Reviewed by Mary Wolfe, Owner of The Village Bookshop, Bayfield.
“In nineteen minutes, you can mow the front lawn, color your hair, watch a third of a hockey game. In nineteen minutes, you can bake scones or get a tooth filled by a dentist; you can fold laundry for a family of five. Nineteen minutes is how long it took the Tennessee Titans to sell out of tickets to the play-offs. It’s the length of a sitcom, minus the commercials. It’s the driving distance from the Vermont border to the town of Sterling, New Hampshire. In nineteen minutes, you can order pizza and get it delivered. You can read a story to a child or have your oil changed. You can walk a mile. You can sew a hem. In nineteen minutes, you can stop the world, or you can just jump off it. In nineteen minutes, you can get revenge.”
So begins the most recent novel by Jodi Picoult, author of nine previous books, among them, My Sister’s Keeper, Vanishing Acts, and most recently, The Tenth Circle.
If you’ve read a Jodi Picoult novel before, you know what to expect – characters that will touch you, a storyline that will move you, and a book you can’t put down. If Nineteen Minutes is your first Jodi Picoult novel, then this is a great place to start.
Meet Peter Houghton: he has never fit in … right from the first day of kindergarten when he gets his brand new Superman lunchbox thrown out the school bus window … to growing up with an older brother who can do no wrong in his parents’ eyes … to seventeen years later when his most secret desire becomes common knowledge and a big joke among the whole student body … to when he decides to put a stop to his pain.
Meet Josie Cormier: she always felt she was a misfit because other kids had two parents, even if their parents were divorced, but Josie has never even met her dad … and her mom is a busy and powerful professional. As a small child, Josie befriends Peter Houghton because she sees something in him she can relate to … but as she enters High School and is accepted by the “in” crowd, she must leave Peter’s friendship behind, or risk her own social suicide.
Meet Lacy and Lewis Houghton, Peter’s parents: Lacy is a caring and sensitive mid-wife whose loving hands have ushered numerous newborns into the world; Lewis is a college professor of economics who will “go down in history as being the economist who’d conceived a mathematical formula for happiness: R/E, or Reality divided by Expectations.” There are “two ways to be happy: improve your reality, or lower your expectations.”
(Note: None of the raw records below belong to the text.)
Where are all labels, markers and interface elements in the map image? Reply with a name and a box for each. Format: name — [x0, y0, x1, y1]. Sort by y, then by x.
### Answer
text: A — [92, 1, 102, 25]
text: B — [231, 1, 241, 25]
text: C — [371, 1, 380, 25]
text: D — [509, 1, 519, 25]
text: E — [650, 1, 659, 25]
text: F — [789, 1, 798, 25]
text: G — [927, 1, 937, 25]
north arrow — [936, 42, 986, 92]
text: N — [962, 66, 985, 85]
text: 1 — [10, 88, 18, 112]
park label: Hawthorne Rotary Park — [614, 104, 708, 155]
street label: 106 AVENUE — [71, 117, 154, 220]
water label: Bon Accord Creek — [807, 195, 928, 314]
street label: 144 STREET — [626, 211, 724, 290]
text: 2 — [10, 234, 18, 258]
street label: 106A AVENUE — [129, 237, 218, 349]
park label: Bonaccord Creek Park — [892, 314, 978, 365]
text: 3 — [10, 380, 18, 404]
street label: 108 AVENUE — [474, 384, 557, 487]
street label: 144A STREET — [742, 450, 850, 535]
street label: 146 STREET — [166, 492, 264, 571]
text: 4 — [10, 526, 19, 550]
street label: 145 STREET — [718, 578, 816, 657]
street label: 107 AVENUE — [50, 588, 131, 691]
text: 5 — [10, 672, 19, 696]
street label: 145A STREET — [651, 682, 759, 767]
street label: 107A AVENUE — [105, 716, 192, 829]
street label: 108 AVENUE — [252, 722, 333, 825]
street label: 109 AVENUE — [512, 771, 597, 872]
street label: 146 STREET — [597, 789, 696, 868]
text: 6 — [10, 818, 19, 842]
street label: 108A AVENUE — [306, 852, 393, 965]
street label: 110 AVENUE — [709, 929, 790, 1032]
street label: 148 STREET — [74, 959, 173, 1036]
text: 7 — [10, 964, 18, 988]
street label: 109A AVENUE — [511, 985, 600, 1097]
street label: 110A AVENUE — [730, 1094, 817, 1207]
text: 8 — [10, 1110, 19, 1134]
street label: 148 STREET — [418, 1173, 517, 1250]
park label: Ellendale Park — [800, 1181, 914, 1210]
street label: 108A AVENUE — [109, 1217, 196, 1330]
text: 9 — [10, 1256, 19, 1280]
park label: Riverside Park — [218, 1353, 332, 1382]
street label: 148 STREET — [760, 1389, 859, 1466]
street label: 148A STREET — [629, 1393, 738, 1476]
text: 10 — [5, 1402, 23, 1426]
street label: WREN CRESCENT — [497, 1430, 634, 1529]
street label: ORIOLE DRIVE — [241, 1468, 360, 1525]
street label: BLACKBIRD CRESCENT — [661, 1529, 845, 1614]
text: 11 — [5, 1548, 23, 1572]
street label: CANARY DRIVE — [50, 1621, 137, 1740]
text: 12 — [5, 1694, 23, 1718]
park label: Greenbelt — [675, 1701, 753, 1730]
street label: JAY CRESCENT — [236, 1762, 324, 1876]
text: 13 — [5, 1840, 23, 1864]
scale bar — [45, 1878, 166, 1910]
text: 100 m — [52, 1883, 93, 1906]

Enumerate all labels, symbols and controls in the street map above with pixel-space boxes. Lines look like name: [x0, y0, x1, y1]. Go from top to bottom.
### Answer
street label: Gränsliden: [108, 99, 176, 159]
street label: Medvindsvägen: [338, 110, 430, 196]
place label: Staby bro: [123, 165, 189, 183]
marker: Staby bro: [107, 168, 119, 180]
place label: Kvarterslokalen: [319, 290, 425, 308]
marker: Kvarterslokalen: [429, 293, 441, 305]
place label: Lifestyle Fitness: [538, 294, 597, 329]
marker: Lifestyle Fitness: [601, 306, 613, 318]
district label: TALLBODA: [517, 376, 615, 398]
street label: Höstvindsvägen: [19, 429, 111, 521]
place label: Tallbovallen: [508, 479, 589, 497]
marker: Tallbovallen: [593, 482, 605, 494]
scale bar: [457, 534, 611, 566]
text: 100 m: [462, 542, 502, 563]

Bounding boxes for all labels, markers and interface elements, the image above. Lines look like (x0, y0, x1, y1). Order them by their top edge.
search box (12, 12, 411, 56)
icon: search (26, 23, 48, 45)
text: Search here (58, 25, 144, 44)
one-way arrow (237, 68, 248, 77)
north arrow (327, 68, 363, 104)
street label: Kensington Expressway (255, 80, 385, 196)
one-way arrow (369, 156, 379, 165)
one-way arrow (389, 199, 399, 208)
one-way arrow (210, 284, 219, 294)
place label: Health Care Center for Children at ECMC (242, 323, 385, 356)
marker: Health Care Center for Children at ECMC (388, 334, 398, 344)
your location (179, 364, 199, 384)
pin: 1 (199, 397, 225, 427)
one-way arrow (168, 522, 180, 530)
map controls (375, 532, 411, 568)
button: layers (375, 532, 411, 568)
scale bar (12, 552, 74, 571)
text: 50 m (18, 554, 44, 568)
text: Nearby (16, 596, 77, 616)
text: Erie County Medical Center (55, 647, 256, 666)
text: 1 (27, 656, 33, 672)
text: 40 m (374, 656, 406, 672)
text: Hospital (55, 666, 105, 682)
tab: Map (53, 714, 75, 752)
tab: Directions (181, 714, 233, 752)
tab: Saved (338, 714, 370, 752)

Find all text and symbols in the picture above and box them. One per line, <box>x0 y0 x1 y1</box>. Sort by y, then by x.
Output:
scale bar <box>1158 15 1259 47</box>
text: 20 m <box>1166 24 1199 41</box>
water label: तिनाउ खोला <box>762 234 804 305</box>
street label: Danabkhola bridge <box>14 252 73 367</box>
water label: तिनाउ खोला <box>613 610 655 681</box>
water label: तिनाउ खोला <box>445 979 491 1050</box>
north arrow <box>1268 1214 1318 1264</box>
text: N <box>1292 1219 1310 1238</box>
Meet Alex Cormier, Josie’s mom: Alex has recently become a superior court judge and is extremely good at making difficult decisions. She always felt she had raised the type of daughter any parent would be proud of, but since Josie had entered High School, all that had changed, “and the tunnel of communication between them slowly bricked shut. Alex didn’t necessarily think that Josie was hiding anything more than any other teenager, but it was different: a normal parent might metaphorically judge her child’s friends, whereas Alex could do it legally.”
This novel begins on March 6, 2007, in an ordinary small town in New Hampshire, where nothing ever happens – until “its complacency is shattered by an act of violence.” The issues of our world are tackled head on by the author, who attempts to show an unbelievably horrific situation from several points of view. This book probably asks more questions than it can ever hope to answer: “Can your own child become a mystery to you? What does it mean to be different in our society? Is it ever okay for a victim to strike back? And who – if anyone – has the right to judge someone else?”